Try it: Report every line of the records below that includes the string "align".

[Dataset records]

=== Section Start ===

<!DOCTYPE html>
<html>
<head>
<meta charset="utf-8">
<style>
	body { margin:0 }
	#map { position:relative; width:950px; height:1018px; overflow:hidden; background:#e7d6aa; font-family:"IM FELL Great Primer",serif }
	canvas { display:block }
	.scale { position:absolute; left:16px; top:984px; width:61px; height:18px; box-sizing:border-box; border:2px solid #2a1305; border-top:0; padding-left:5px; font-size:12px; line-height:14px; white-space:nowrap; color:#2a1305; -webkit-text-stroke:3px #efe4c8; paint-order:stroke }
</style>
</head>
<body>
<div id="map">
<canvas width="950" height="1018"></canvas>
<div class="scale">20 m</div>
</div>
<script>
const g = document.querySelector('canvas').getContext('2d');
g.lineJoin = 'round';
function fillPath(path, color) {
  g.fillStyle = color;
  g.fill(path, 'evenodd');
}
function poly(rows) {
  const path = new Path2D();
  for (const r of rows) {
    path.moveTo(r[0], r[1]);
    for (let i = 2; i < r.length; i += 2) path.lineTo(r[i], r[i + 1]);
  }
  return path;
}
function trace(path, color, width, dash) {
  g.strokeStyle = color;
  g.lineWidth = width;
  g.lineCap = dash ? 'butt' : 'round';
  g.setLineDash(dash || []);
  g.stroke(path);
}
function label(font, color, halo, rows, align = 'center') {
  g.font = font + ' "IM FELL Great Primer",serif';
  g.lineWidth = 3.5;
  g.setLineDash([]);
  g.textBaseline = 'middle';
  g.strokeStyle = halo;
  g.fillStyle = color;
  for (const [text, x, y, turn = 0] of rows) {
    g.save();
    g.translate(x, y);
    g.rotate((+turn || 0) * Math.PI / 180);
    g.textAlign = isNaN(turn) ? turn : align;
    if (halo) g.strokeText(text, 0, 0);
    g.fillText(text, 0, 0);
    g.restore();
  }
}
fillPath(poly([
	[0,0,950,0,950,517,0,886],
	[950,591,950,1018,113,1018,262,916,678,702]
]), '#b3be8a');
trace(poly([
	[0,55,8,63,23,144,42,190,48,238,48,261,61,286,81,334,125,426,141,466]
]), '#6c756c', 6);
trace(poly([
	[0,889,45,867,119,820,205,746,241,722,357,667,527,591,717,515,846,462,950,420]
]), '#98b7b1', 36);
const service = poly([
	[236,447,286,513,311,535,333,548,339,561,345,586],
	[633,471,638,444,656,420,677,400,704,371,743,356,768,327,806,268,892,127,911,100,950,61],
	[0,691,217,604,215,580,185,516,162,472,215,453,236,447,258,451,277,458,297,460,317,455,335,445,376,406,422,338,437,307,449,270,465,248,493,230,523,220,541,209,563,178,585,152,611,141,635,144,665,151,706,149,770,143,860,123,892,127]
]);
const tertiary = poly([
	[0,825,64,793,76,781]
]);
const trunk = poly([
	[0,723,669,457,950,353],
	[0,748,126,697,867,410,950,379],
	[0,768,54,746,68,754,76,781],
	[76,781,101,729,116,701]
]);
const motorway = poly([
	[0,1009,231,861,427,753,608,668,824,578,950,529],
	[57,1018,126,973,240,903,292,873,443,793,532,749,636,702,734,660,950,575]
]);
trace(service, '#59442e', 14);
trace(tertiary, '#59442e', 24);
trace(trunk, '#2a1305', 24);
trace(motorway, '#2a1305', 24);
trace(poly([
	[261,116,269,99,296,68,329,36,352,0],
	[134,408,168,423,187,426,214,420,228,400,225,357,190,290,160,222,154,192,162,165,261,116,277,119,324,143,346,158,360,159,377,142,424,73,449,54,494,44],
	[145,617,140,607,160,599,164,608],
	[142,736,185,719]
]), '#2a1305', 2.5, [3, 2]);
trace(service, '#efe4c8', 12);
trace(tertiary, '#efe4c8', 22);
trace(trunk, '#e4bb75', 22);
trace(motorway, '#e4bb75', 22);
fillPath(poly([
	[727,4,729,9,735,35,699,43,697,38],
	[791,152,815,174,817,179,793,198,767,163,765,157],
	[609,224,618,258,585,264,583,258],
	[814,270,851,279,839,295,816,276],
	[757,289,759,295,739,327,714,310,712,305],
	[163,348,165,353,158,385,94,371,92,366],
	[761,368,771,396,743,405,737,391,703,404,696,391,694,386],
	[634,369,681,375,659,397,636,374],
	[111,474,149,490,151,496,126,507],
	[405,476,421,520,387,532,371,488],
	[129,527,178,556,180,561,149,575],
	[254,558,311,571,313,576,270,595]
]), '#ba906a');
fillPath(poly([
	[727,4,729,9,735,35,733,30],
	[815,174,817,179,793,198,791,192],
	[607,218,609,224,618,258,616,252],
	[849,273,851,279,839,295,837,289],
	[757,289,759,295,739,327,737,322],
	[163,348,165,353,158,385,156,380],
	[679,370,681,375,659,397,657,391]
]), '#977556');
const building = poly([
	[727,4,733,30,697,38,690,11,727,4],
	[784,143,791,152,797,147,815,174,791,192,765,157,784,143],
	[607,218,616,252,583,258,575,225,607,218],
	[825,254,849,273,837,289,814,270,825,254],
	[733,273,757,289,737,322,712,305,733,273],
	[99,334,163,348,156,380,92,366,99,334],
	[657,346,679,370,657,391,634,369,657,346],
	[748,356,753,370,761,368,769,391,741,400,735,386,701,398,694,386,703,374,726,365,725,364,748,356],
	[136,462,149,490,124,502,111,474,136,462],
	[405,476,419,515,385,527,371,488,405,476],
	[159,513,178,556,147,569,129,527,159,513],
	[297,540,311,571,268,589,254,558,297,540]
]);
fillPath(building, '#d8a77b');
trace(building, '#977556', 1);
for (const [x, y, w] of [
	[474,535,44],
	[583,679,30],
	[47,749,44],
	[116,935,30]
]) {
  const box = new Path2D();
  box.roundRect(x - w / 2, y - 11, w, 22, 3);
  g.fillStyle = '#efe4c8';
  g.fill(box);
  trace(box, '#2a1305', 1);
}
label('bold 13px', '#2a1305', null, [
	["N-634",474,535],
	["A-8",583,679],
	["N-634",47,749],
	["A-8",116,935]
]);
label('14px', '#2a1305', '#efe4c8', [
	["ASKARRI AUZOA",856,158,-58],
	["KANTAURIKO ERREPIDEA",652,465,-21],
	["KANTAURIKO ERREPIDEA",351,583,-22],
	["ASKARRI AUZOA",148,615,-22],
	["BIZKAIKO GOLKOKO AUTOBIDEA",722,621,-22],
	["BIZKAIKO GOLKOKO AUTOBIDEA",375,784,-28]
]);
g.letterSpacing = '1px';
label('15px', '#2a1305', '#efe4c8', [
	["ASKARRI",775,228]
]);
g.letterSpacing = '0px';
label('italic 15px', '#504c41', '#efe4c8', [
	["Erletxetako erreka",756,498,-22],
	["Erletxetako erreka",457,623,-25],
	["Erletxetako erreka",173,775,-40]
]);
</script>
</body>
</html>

=== Section End ===

Written solution:
function label(font, color, halo, rows, align = 'center') {
    g.textAlign = isNaN(turn) ? turn : align;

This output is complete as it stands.